**DIRECTIONS FOR THIS TASK:** From the data, copy out every line in which the word "list" appears.

**SOURCE DATA:**
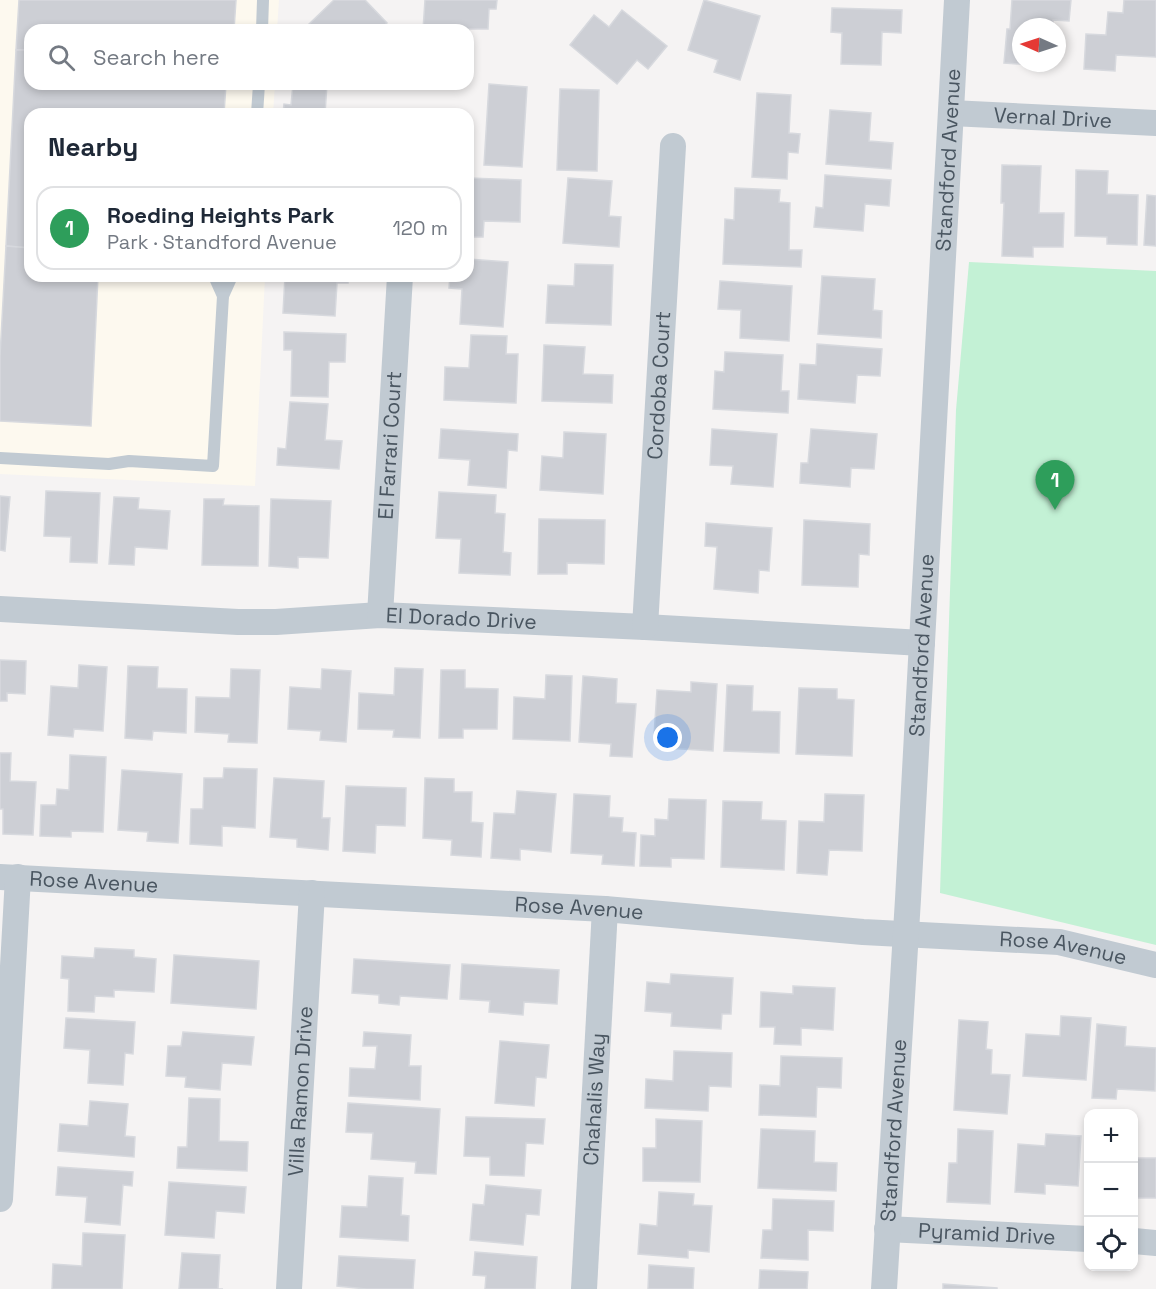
<!DOCTYPE html>
<meta charset="utf-8">
<style>
body{margin:0;font-family:"Space Grotesk",sans-serif;background:#f2f2f3;color:#1f2937}
.controls{position:absolute;right:18px;bottom:18px;display:grid;overflow:hidden;border-radius:12px;box-shadow:0 3px 9px #0003}
.controls button{width:54px;height:54px;display:grid;place-items:center;padding:0;border:0;border-bottom:2px solid #e0e1e3;background:#fff;color:#1f2937;font:30px sans-serif}
.compass{position:absolute;left:1012px;top:18px;width:54px;height:54px;border-radius:50%;background:#fff;box-shadow:0 3px 9px #0003;rotate:273deg}
.you{position:absolute;left:668px;top:738px;width:21px;height:21px;margin:-15px;border:4px solid #fff;border-radius:50%;background:#1a73e8;box-shadow:0 0 0 9px #1a73e833}
.badge{display:grid;place-items:center;width:39px;height:39px;border-radius:50%;background:#d93025;color:#fff;font-size:20px;font-weight:700}
.pin{position:absolute;translate:-50% -50px;filter:drop-shadow(0 2px 3px #0008)}
.pin::after{content:'';position:absolute;top:32px;width:21px;height:18px;background:inherit;clip-path:polygon(0 0,100% 0,50% 100%)}
.list{margin:0;padding:0;list-style:none}
h2{display:flex;justify-content:space-between;align-items:center;height:78px;margin:0;padding:0 24px;font-size:26px}
h2 small{font-size:20px;font-weight:400;color:#747a83}
.list li{display:grid;grid-template-columns:39px 1fr auto;gap:18px;align-items:center;box-sizing:border-box;height:84px;margin:0 12px 12px;padding:0 12px;border:2px solid #e0e1e3;border-radius:18px}
.list b{display:block;font-size:22px;white-space:nowrap}
.list p{margin:0;font-size:20px;white-space:nowrap;color:#747a83}
.list em{font-size:20px;font-style:normal;color:#747a83}
.icon{flex:none;width:33px;height:33px;fill:none;stroke:currentColor;stroke-width:2;stroke-linecap:round;stroke-linejoin:round}
.map{position:relative;flex:none;width:1156px;height:1289px;overflow:hidden}
.search{position:absolute;background:#fff;box-shadow:0 3px 9px #0003;left:24px;top:24px;width:450px;height:66px;display:flex;align-items:center;gap:15px;box-sizing:border-box;padding:0 21px;border-radius:18px;color:#747a83;font-size:22px}
.panel{position:absolute;background:#fff;box-shadow:0 3px 9px #0003;left:24px;top:108px;width:450px;height:174px;border-radius:18px}
.map>svg:first-child{display:block}
</style>
<div class="map">
<svg width="1156" height="1289" viewBox="0 0 1156 1289">
<rect width="100%" height="100%" fill="#f5f3f3"/>
<path fill="#fdf9ef" d="M0,0h279l-2,30h-247v54h245l-2,30h-243v162h235l-10,210 -255,-12z"/>
<path fill="#c3f1d5" d="M969,262l187,9v674l-216,-52 16,-483z"/>
<g fill="#cdcfd5" stroke="#d7d9de" stroke-width="1.5">
<path d="M19,0h217l-2,30h-204v20h-14z"/>
<path d="M334,0h31l22,23 -8,7h-66l-5,-5z"/>
<path d="M425,0h72l-1,9h-7l-1,20h-19l-1,9v-8h-45z"/>
<path d="M704,0l56,16 -20,64 -26,-8 4,-12 -30,-10z"/>
<path d="M1012,0h59l-2,21 -16,-1v7h-32v36h13v2l-30,-2 3,-34h3z"/>
<path d="M1124,0h32v57l-40,-2 -1,16 -31,-2 2,-35 20,1 2,-23 15,1z"/>
<path d="M832,8l70,2 -1,23 -19,-1 -1,33 -40,-1 1,-31 -11,-1z"/>
<path d="M622,10l45,36 -19,23 -11,-9 -20,24 -47,-39 24,-30 15,12z"/>
<path d="M16,50h14v34h196l-2,30h-194v134l-24,-2z"/>
<path d="M293,84h34l-2,30h-42l1,-10 7,1z"/>
<path d="M489,84l38,3 -5,80 -38,-2z"/>
<path d="M560,89l39,1 -2,81 -40,-1z"/>
<path d="M757,93l34,2 -2,38 11,1 -2,19 -10,-1 -1,27 -35,-2z"/>
<path d="M830,110l41,3 -2,28 24,2 -2,26 -65,-5z"/>
<path d="M1002,165l39,1 -2,47h25l-1,34h-30v10l-31,-1 2,-53h-3z"/>
<path d="M1076,170l32,1 -1,23 31,1 -1,50 -30,-1v-7l-32,-1z"/>
<path d="M825,175l66,5 -2,26 -24,-2 -2,27 -49,-4 2,-20 7,1z"/>
<path d="M468,178l53,2 -1,42 -36,-1 -1,16h-15z"/>
<path d="M568,178l44,3 -3,35 12,1 -2,30 -56,-4z"/>
<path d="M735,188l45,2 -1,12 11,1 -1,47h13l-1,17 -78,-3 2,-45 9,1z"/>
<path d="M1147,195l9,1v50l-12,-1z"/>
<path d="M6,246l24,2v28h68l-7,150 -91,-5v-65z"/>
<path d="M468,259l40,3 -5,65 -43,-3 2,-35 -13,-1 1,-12h18z"/>
<path d="M575,264l38,1 -2,60 -65,-2 2,-38 26,1z"/>
<path d="M285,276h63v7h-11l-2,33 -52,-3z"/>
<path d="M822,276l53,3 -2,31 9,1 -1,27 -63,-4z"/>
<path d="M720,281l72,5 -3,55 -49,-3 1,-28 -23,-1z"/>
<path d="M284,332l62,2 -1,28h-16l-1,35 -37,-1 1,-46h-8z"/>
<path d="M471,335l36,1 -1,18h12l-2,49 -72,-3 1,-33 24,1z"/>
<path d="M817,344l65,5 -2,27 -23,-1 -2,28 -57,-4 2,-35 16,1z"/>
<path d="M544,345l41,2 -2,27 30,1 -1,28 -70,-2z"/>
<path d="M725,352l58,3 -2,36h8l-1,22 -75,-4 2,-38 9,1z"/>
<path d="M290,402l38,2 -3,36 17,1 -3,28 -62,-4 1,-17 8,1z"/>
<path d="M441,429l77,5 -1,17 -9,-1 -2,38 -38,-3 2,-25 -31,-2z"/>
<path d="M712,429l65,5 -4,53 -42,-3 2,-18 -23,-1z"/>
<path d="M811,429l66,5 -3,35 -23,-1 -1,19 -50,-4 1,-20h7z"/>
<path d="M564,432l42,2 -3,60 -63,-4 2,-34 21,2z"/>
<path d="M46,491l54,2 -3,70 -27,-1 1,-25 -27,-1z"/>
<path d="M439,492l57,3 -1,18 10,1 -2,38 8,1 -1,22 -51,-2 2,-34 -25,-1z"/>
<path d="M0,496l10,1 -5,54 -5,-1z"/>
<path d="M114,497l25,1 -1,11 32,2 -3,38 -32,-2 -1,18 -25,-1z"/>
<path d="M204,499h20l-1,6 36,1 -1,60 -56,-1z"/>
<path d="M271,499l60,2 -3,57 -30,-1v11l-29,-2z"/>
<path d="M539,519l66,1 -1,44 -37,-1v11h-29z"/>
<path d="M804,520l66,4 -1,31 -10,-1 -1,33 -56,-2z"/>
<path d="M706,523l66,5 -3,43 -10,-1 -1,23 -44,-4 3,-42 -12,-1z"/>
<path d="M0,660l26,1 -1,33 -18,-1v8h-7z"/>
<path d="M79,665l28,2 -4,64 -29,-2 -1,8 -25,-2 3,-49 27,2z"/>
<path d="M128,666l30,1 -1,21 30,1 -1,44 -33,-2 -1,9 -27,-2z"/>
<path d="M395,668l28,1 -3,69 -27,-1 1,-7 -36,-1 1,-36 35,2z"/>
<path d="M231,669l29,1 -3,73 -29,-1 1,-8 -34,-2 1,-35 34,1z"/>
<path d="M322,669l29,2 -5,71 -26,-2 1,-9 -33,-2 2,-42 31,2z"/>
<path d="M441,670h24v18l33,1 -1,40h-34v9h-24z"/>
<path d="M546,675l26,1 -2,65 -57,-2 1,-42 31,2z"/>
<path d="M583,676l34,3 -1,24 20,1 -4,53 -22,-1 1,-12 -32,-2z"/>
<path d="M691,682l26,2 -4,67 -47,-3 1,-11 -13,-1 3,-46 34,2z"/>
<path d="M727,685l26,1 -1,25 28,1 -1,41 -55,-2z"/>
<path d="M799,688l38,1v10l17,1 -2,56 -56,-2z"/>
<path d="M0,753h11l-1,28 26,1 -3,53 -30,-1v-25h-3z"/>
<path d="M70,755l36,2 -3,75 -32,-1v6l-31,-1 1,-31h15l1,-16 12,1z"/>
<path d="M224,768l33,1 -2,59 -33,-2v20l-32,-2 1,-35h12l1,-31h19z"/>
<path d="M122,770l60,4 -4,69 -31,-2 1,-9 -30,-2z"/>
<path d="M274,778l50,3 -2,37h8l-2,32 -31,-3v-8l-27,-2z"/>
<path d="M425,778l29,1v13h18l-1,30 12,1 -2,34 -30,-2 1,-15 -29,-2z"/>
<path d="M346,786l60,2 -1,38 -29,-1 -1,28 -32,-2z"/>
<path d="M517,791l39,3 -5,58 -31,-3v11l-29,-2 3,-45 21,1z"/>
<path d="M574,794l36,2 -1,21 14,1 -1,14 14,1 -2,33 -32,-2 1,-9 -32,-2z"/>
<path d="M825,794l39,1 -2,56 -33,-1 -2,25 -30,-2 2,-52 25,1z"/>
<path d="M669,799l37,1 -2,59 -33,-1v9l-31,-1 1,-31 14,1v-17l13,1z"/>
<path d="M723,801l39,1 -1,18 25,1 -2,49 -63,-3z"/>
<path d="M95,948l39,2v7l22,2 -2,33 -40,-2v7l-19,-1 -1,16 -26,-1 1,-32 -8,-1 1,-22 32,2z"/>
<path d="M174,955l85,6 -3,48 -85,-6z"/>
<path d="M354,959l96,6 -3,34 -47,-3 -1,9 -20,-2v-8l-27,-2z"/>
<path d="M462,964l97,6 -2,34 -33,-2 -1,13 -34,-3 1,-11 -30,-2z"/>
<path d="M671,974l62,4 -2,36h-9l-1,15 -50,-3 1,-13 -27,-2 2,-29 23,2z"/>
<path d="M793,986l42,2 -2,42 -32,-2v17l-27,-1 1,-17h-15l1,-35 32,2z"/>
<path d="M1061,1016l30,2 -5,62 -63,-4 3,-42 34,2z"/>
<path d="M66,1018l69,4 -2,32 -8,-1 -2,32 -35,-2 2,-33 -26,-2z"/>
<path d="M959,1020l29,2 -2,27 6,1 -1,24 19,1 -3,39 -53,-4z"/>
<path d="M1097,1024l29,3 -1,19 31,2 -1,43 -38,-2 -1,10 -24,-1z"/>
<path d="M183,1032l71,5 -3,28 -29,-2 -2,27 -35,-3 1,-10 -20,-1 2,-30h13z"/>
<path d="M364,1032l47,3 -2,31h12l-1,34 -71,-4 1,-28 25,1 2,-23h-14z"/>
<path d="M500,1041l49,4 -3,33 -10,-1 -2,29 -39,-3z"/>
<path d="M674,1051l58,2 -1,34 -22,-1 -1,25 -63,-3 1,-29 27,2z"/>
<path d="M781,1056l61,2 -1,30 -24,-1 -1,30 -57,-2 1,-30 20,1z"/>
<path d="M189,1098l31,1 -1,42 29,1 -1,29 -70,-3 1,-21h9z"/>
<path d="M90,1101l38,3 -3,32 10,1 -1,20 -76,-6 2,-27 28,2z"/>
<path d="M348,1103l92,6 -4,65 -21,-1 1,-11 -45,-3 2,-26 -27,-1z"/>
<path d="M466,1117l79,2 -2,25 -17,-1 -2,33 -34,-1v-18l-26,-1z"/>
<path d="M656,1119l46,2 -2,61 -57,-1v-33h13z"/>
<path d="M761,1129l54,2 -1,31 23,1 -1,28 -78,-3z"/>
<path d="M958,1129l35,2 -3,73 -43,-2 2,-39h8z"/>
<path d="M1046,1134l35,2 -3,50 -33,-2v10l-30,-2 3,-48 27,2z"/>
<rect x="1134" y="1158" width="22" height="40"/>
<path d="M58,1167l75,5 -1,14 -9,-1 -3,40 -35,-3 2,-25 -31,-2z"/>
<path d="M369,1176l34,2 -2,37 8,1 -1,25 -68,-4 2,-31 25,1z"/>
<path d="M169,1182l77,5 -2,26 -28,-2 -2,27 -49,-3z"/>
<path d="M486,1185l55,5 -2,25 -13,-1 -3,31 -53,-5 3,-36 11,1z"/>
<path d="M659,1192l35,2 -1,11 19,1 -3,46 -21,-2v8l-50,-4 2,-30 17,2z"/>
<path d="M773,1199l61,2 -1,30 -25,-1v30l-47,-2 2,-28h9z"/>
<path d="M83,1233l42,2 -3,54h-70l1,-25 29,2z"/>
<path d="M475,1252l62,5 -2,32h-50l1,-13 -13,-1z"/>
<path d="M182,1253l38,2 -2,34h5h-44z"/>
<path d="M339,1256l76,4 -2,29h-47l-29,-3z"/>
<path d="M649,1265l45,3 -1,21h-45z"/>
<path d="M760,1270l48,2 -1,17h-48z"/>
<path d="M943,1284l54,4v1h-54z"/>
</g>
<g fill="none" stroke-linecap="round" stroke-linejoin="round">
<g stroke="#c1cad2" stroke-width="12">
<path d="M262,30l1,-30"/>
<path d="M257,114l2,-30"/>
<path d="M214,276l9,20"/>
<path d="M0,458l109,6 20,-3 84,5 10,-170 9,-20"/>
</g>
<g stroke="#c1cad2" stroke-width="26">
<path id="s1" d="M951,113l205,10"/>
<path id="s2" d="M0,609l238,13h38l104,-7 265,12 277,16"/>
<path id="s3" d="M380,615l20,-339"/>
<path id="s4" d="M645,627l28,-481"/>
<path id="s5" d="M0,877l605,32 258,23 196,10 97,23"/>
<path d="M0,1199l18,-322"/>
<path id="s6" d="M887,1229l201,10"/>
<path d="M1134,1241l22,2"/>
<path id="s7" d="M289,1289l23,-396"/>
<path id="s8" d="M584,1289l21,-380"/>
<path id="s9" d="M884,1289l24,-390 49,-899"/>
</g>
</g>
<g text-anchor="middle" stroke-width="5" stroke-linejoin="round" paint-order="stroke">
<g font-size="21" fill="#4a5661" stroke="#fff">
<text dy="7" stroke="none"><textPath href="#s1" startOffset="102">Vernal Drive</textPath></text>
<text dy="7" stroke="none"><textPath href="#s9" startOffset="1131">Standford Avenue</textPath></text>
<text dy="7" stroke="none"><textPath href="#s4" startOffset="242">Cordoba Court</textPath></text>
<text dy="7" stroke="none"><textPath href="#s3" startOffset="170">El Farrari Court</textPath></text>
<text dy="7" stroke="none"><textPath href="#s2" startOffset="462">El Dorado Drive</textPath></text>
<text dy="7" stroke="none"><textPath href="#s9" startOffset="645">Standford Avenue</textPath></text>
<text dy="7" stroke="none"><textPath href="#s5" startOffset="94">Rose Avenue</textPath></text>
<text dy="7" stroke="none"><textPath href="#s5" startOffset="580">Rose Avenue</textPath></text>
<text dy="7" stroke="none"><textPath href="#s5" startOffset="1066">Rose Avenue</textPath></text>
<text dy="7" stroke="none"><textPath href="#s7" startOffset="198">Villa Ramon Drive</textPath></text>
<text dy="7" stroke="none"><textPath href="#s8" startOffset="190">Chahalis Way</textPath></text>
<text dy="7" stroke="none"><textPath href="#s9" startOffset="159">Standford Avenue</textPath></text>
<text dy="7" stroke="none"><textPath href="#s6" startOffset="100">Pyramid Drive</textPath></text>
</g>
</g>
</svg>
<div class="controls">
<button>+</button>
<button>−</button>
<button><svg class="icon" aria-label="locate" viewBox="0 0 24 24"><circle cx="12" cy="12" r="6"/><path d="M12 2v4M12 18v4M2 12h4M18 12h4"/></svg></button>
</div>
<svg class="compass" viewBox="-18 -18 36 36"><path d="M0-13l5 13h-10z" fill="#e53935"/><path d="M0 13l5-13h-10z" fill="#747a83"/></svg>
<div class="you"></div>
<div class="pin badge" style="left:1055px;top:510px;background:#2e9e5b">1</div>
<div class="search"><svg class="icon" aria-label="search" viewBox="0 0 24 24"><circle cx="10" cy="10" r="6"/><path d="M15 15l6 6"/></svg>Search here</div>
<section class="panel">
<h2>Nearby<small></small></h2>
<ul class="list">
<li><span class="badge" style="background:#2e9e5b">1</span><div><b>Roeding Heights Park</b><p>Park · Standford Avenue</p></div><em>120 m</em></li>
</ul>
</section>
</div>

**THE ANSWER:**
.list{margin:0;padding:0;list-style:none}
.list li{display:grid;grid-template-columns:39px 1fr auto;gap:18px;align-items:center;box-sizing:border-box;height:84px;margin:0 12px 12px;padding:0 12px;border:2px solid #e0e1e3;border-radius:18px}
.list b{display:block;font-size:22px;white-space:nowrap}
.list p{margin:0;font-size:20px;white-space:nowrap;color:#747a83}
.list em{font-size:20px;font-style:normal;color:#747a83}
<ul class="list">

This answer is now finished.